Observability — Platform Operator Guide
Audience: Cluster operators and platform engineers
Scope: Day-2 operations for the shared observability stack
Related internal doc: docs/internal/observability-architecture.md (implementation detail)
1. Overview
The platform ships a shared, multi-tenant observability stack covering metrics, logs, and alerting for all Kube-DC Organizations on a cluster. The key properties from an operator perspective:
- Single deployment, full tenant isolation. One Grafana, one Mimir (metrics), one Loki (logs), one Alertmanager — all multi-tenant. Each Kube-DC Organization sees only its own data.
- Namespace = tenant. Every Kubernetes namespace is automatically a metrics and logs tenant. No registration, no mapping table. A new Project namespace begins appearing in its Organization's dashboards within a few minutes of creation.
- GitOps managed. All configuration (component versions, dashboards, alert rules,
capacity limits) lives in
kube-dc-fleet. Apply changes by committing and letting Flux reconcile. - Tenant isolation is automatic. When
kube-dc-managerreconciles an Organization, it provisions that Org's Grafana workspace with the correct scope. Operators do not need to configure per-tenant anything — it is managed by the controller.
1.1 Component overview
| Component | Role |
|---|---|
| Mimir | Multi-tenant time-series store. Metrics are stored per namespace-tenant and queryable with cross-namespace federation for Org admins. |
| Loki | Multi-tenant log store. Pod logs from every node are automatically routed to the correct tenant. |
| Alertmanager (Mimir's) | Multi-tenant alerting. Each Org manages its own alert routes via the Grafana UI. |
| Grafana | Single deployment with one Grafana Organization per Kube-DC Org. Platform admins log in via SSO; tenant users via the kube-dc console. |
| kube-prometheus-stack | Prometheus hot tier (365 d local retention) plus all cluster-level alerting rules and Grafana deployment. |
| Alloy | Agent DaemonSet (logs) and Deployment (metrics scraper). Runs on every node. |
1.2 Fleet repo layout
All observability configuration lives under kube-dc-fleet:
platform/monitoring/
mimir/ # Mimir HelmRelease + values
loki/ # Loki HelmRelease + values
prom-operator/ # kube-prom-stack HelmRelease (Grafana + Prometheus + Alertmanager)
alloy/ # Alloy DaemonSet (logs)
alloy-metrics/ # Alloy Deployment (metrics)

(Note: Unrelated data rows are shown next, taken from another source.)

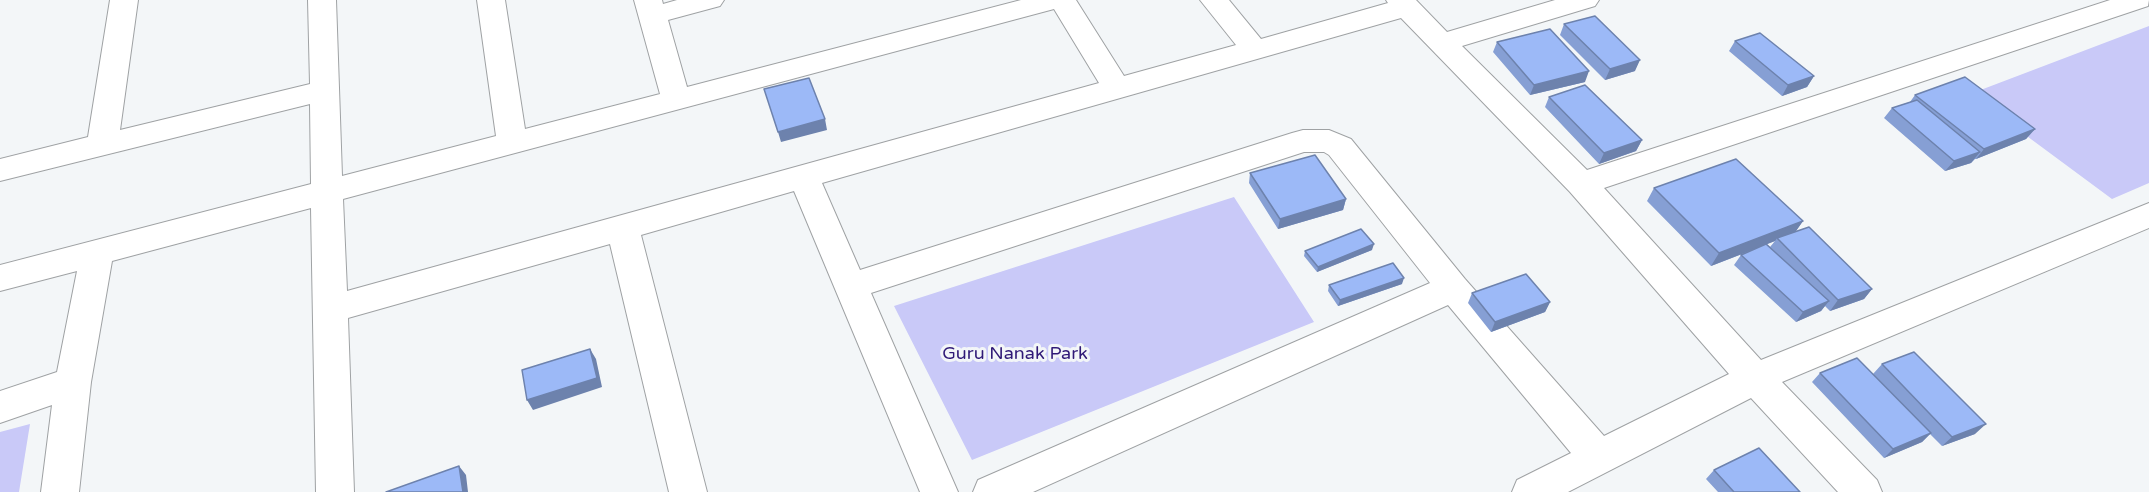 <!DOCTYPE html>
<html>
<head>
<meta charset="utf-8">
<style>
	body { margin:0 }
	canvas { display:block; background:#f3f6f8 }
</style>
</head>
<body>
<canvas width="2149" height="492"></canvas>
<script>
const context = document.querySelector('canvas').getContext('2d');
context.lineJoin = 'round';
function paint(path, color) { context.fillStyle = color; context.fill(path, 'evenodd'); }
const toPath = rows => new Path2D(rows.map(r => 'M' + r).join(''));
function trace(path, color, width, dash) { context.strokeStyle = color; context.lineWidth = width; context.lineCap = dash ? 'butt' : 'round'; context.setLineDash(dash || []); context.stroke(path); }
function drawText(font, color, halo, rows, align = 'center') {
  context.font = font + ' "Varela Round",sans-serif'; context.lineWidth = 6; context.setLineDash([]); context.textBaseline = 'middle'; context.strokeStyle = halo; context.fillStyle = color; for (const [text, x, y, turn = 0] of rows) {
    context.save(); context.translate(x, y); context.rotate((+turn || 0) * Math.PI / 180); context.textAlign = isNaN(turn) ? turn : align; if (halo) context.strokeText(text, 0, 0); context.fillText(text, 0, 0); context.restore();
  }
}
paint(toPath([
	[2149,26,2149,183,2112,199,1970,94],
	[1234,197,1314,322,972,460,894,306],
	[30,424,19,492,0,492,0,432]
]), '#c9c9f8');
const street = toPath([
	[110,0,138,0,120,130,310,84,308,0,336,0,342,176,496,136,477,0,505,0,525,129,660,94,634,0,662,0,663,4,677,0,724,0,720,6,668,20,687,87,1021,0,1076,0,1124,76,1236,45,1200,0,1229,0,1261,39,1388,3,1386,0,1416,0,1447,32,1555,0,1599,0,1595,6,1462,46,1587,170,2110,0,2149,0,2148,6,1604,188,1761,360,2149,203,2149,228,1782,382,1877,480,1882,492,1838,492,1751,398,1568,492,1512,492,1517,480,1571,453,1448,305,1033,492,973,492,978,480,1430,283,1329,155,1324,152,1304,152,871,293,958,492,920,492,794,191,641,235,707,492,669,492,610,244,348,318,354,492,316,492,311,208,112,261,91,382,79,492,41,492,52,405,0,423,0,391,57,372,77,271,0,291,0,265,311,184,310,104,0,181,0,159,88,137,110,0],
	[1054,9,1099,83,347,291,343,199,1054,9],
	[1401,18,1570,192,1729,374,1604,436,1465,279,1351,139,1329,130,1303,130,1292,133,860,270,822,183,1401,18]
]);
trace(street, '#9fa2a4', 2);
paint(street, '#fff');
paint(toPath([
	[1564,24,1635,71,1605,80,1560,35],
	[1735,41,1814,76,1807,87,1782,96,1729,51],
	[1497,42,1585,82,1530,95,1493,52],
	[1915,95,2035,129,2026,139,1976,159,1975,159,1971,163,1945,171,1884,118,1892,108,1910,102],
	[1549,97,1642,140,1636,151,1599,164,1545,107],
	[1250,173,1346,199,1343,210,1278,229,1249,183],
	[1654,188,1803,221,1795,232,1872,289,1864,299,1830,311,1825,306,1821,311,1796,322,1734,265,1741,255,1750,251,1711,266,1647,201],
	[1775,241,1770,247,1767,244],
	[1372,250,1317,272,1304,256,1305,251],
	[1402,284,1338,306,1328,291,1329,285],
	[1472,293,1550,302,1545,312,1491,332,1468,303],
	[1882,364,1975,434,1942,446,1930,434,1922,442,1884,458,1812,382,1820,373,1873,374],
	[1714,470,1800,492,1718,492,1706,479]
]), '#869fd4');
paint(toPath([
	[1640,60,1635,71,1605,80,1610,69],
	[1589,71,1585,82,1530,95,1534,85],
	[1814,76,1807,87,1782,96,1788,85],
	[825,119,827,130,781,142,778,132],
	[2035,129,2026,139,1976,159,1984,149],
	[1642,140,1636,151,1599,164,1604,153],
	[1980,152,1971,163,1945,171,1954,161],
	[1346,199,1343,210,1278,229,1280,219],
	[1803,221,1794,234,1777,238,1775,241,1711,266,1719,253],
	[1374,244,1372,250,1317,272,1318,267],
	[1404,278,1402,284,1338,306,1340,300],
	[1872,289,1864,299,1830,311,1838,300],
	[1829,301,1821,311,1796,322,1803,312],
	[1550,302,1545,312,1491,332,1495,322],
	[590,349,596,359,602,387,533,410,527,400],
	[1986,424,1975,434,1942,446,1952,437],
	[1931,433,1922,442,1884,458,1893,449],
	[459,466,466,475,468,492,463,492]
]), '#6d82ad');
const building = toPath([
	[1595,16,1640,60,1610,69,1564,24,1595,16],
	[1550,29,1589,71,1534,85,1497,42,1550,29],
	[1760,33,1814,76,1788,85,1735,41,1760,33],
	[1965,77,2035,129,1984,149,1915,95,1965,77],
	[809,78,825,119,778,132,764,89,809,78],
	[1585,85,1642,140,1604,153,1549,97,1585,85],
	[1917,100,1980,152,1954,161,1892,108,1917,100],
	[1315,155,1346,199,1280,219,1250,173,1315,155],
	[1736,159,1803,221,1719,253,1654,188,1736,159],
	[1809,227,1872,289,1838,300,1777,238,1809,227],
	[1361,229,1374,244,1318,267,1305,251,1361,229],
	[1766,244,1829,301,1803,312,1741,255,1766,244],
	[1393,263,1404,278,1340,300,1329,285,1393,263],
	[1526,274,1550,302,1495,322,1472,293,1526,274],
	[590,349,597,378,527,400,522,370,590,349],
	[1914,352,1986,424,1952,437,1882,364,1914,352],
	[1857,358,1931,433,1893,449,1820,373,1857,358],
	[1759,448,1800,492,1734,492,1714,470,1759,448],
	[459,466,463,492,386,492,459,466]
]);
paint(building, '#9cb9f7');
trace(building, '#6d82ad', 1.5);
drawText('18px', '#301a77', '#f3f6f8', [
	["Guru Nanak Park",1015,354]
]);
</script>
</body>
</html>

cortex-tenant/ # Metrics write-path proxy
grafana-pg/ # CNPG PostgreSQL backend for Grafana
observability-routes/ # Envoy Gateway HTTPRoutes + auth policies
routes/ # Grafana ingress HTTPRoute
dashboards/ # Platform dashboards (JSON + kustomize)
clusters/cloud/platform/
kustomization.yaml # Per-cluster overlay (grafana.ini, secrets)
2. Tenant model
2.1 How tenants map to data
| Identity | What it sees |
|---|---|
| Kube-DC Organization | All metrics and logs from all its project namespaces, federated into one view |
| Project namespace | Metrics and logs scoped to that namespace only |
system tenant | Platform infrastructure namespaces (monitoring, kube-system, etc.) — visible to platform admins only |
Tenant routing is automatic:
- Metrics: the
namespacelabel on every scraped series determines which tenant receives it. - Logs: pod log streams are tagged by namespace at collection time.
- System namespaces (
monitoring,kube-system,kube-dc,cnpg-system,kubevirt, etc.) are collapsed into thesystemtenant. User-created namespaces that happen to share a name with a system namespace cannot land in thesystemtenant — the system namespace list is an explicit allowlist, not a regex.
2.2 Adding/removing a project
No action required. When a Project is created or deleted, the kube-dc-manager controller
automatically updates the Organization's Grafana datasource scope. The new project namespace
appears in the Org's metrics/logs within seconds.
3. Dashboards
3.1 How dashboards work
Platform dashboards are stored as JSON files in
kube-dc-fleet/platform/monitoring/dashboards/ and deployed as Kubernetes ConfigMaps via
Kustomize. The kube-dc-manager controller distributes them into the appropriate Grafana
Organization(s) on every reconcile.
Dashboards are declarative: the Git JSON is the source of truth. Manual edits made in the Grafana UI are overwritten on the next reconcile. Tenants who want custom dashboards should create new ones within their Grafana Org (those are persisted in the Grafana DB and are not touched by the controller).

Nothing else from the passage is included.